A history of this valuation of rationality and of its inherent shortcomings will have to wait, but a previous post traces the history of our uniquely modern conception of hope via the transformations over time of the myth of Pandora, and of the perverse role of this conception of hope in actually engendering the apathy and cynicism that characterize so much of our contemporary politics. As such, it bears noting that Nietzsche also identifies this uniquely modern conception of hope as a primary cause of the creeping nihilism in modern Western society, and also invokes the Pandora myth we have inherited from the ancient Greeks to help explain why this is such a problem.

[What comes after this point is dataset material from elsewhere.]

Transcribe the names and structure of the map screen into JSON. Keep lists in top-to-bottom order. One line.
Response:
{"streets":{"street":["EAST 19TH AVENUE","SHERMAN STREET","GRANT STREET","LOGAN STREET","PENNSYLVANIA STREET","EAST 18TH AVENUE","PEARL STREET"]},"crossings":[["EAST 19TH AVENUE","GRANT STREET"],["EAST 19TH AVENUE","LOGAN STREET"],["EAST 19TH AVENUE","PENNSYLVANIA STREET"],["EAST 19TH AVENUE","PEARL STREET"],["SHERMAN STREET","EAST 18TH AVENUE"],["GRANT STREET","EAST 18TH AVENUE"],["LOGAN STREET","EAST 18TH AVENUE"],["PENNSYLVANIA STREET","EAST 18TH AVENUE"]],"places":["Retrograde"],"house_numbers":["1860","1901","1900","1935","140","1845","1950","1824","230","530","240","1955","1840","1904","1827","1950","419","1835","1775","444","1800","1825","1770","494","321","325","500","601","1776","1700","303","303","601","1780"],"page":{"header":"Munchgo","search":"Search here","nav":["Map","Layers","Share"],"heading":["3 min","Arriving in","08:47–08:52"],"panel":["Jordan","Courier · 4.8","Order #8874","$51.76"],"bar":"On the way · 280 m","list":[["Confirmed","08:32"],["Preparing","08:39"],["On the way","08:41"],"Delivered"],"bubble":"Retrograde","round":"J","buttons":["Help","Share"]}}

For example, in his book Human All Too Human: A Book for Free Spirits, first published in 1878, in the section Nietzsche titles a “History of the Moral Feelings,” he provides an aphoristic account of different aspects of the moral feelings which have guided humankind to its present state. Of these moral feelings, Nietzsche describes hope, but does so in the way the ancient Greeks saw it, in contrast to the way we moderns see it. This is an important point for Nietzsche because these contrasts reveal substantial differences in worldview, with direct implications for the emergence of the nihilism Nietzsche describes of the Europe of his time. This is also an important point for the Existential Citizenship Project because what Nietzsche indicates about hope here also pertains to the apathy and nihilism of our contemporary politics, for which the Existential Citizenship Project provides the remedy:

HOPE. Pandora brought the box of ills and opened it. It was the gift of the gods to men, outwardly a beautiful and seductive gift, and called the Casket of Happiness. Out of it flew all the evils, living winged creatures, thence they now circulate and do men injury day and night. One single evil had not yet escaped from the box, and by the will of Zeus Pandora closed the lid and it remained within. Now for ever man has the casket of happiness in his house and thinks he holds a great treasure; it is at his disposal, he stretches out his hand for it whenever he desires; for he does not know the box which Pandora brought was the casket of evil, and he believes the ill which remains within to be the greatest blessing, it is hope. Zeus did not wish man, however much he might be tormented by the other evils, to fling away his life, but to go on letting himself be tormented again and again. Therefore he gives Man hope—in reality it is the worst of all evils, because it prolongs the torments of Man.[6]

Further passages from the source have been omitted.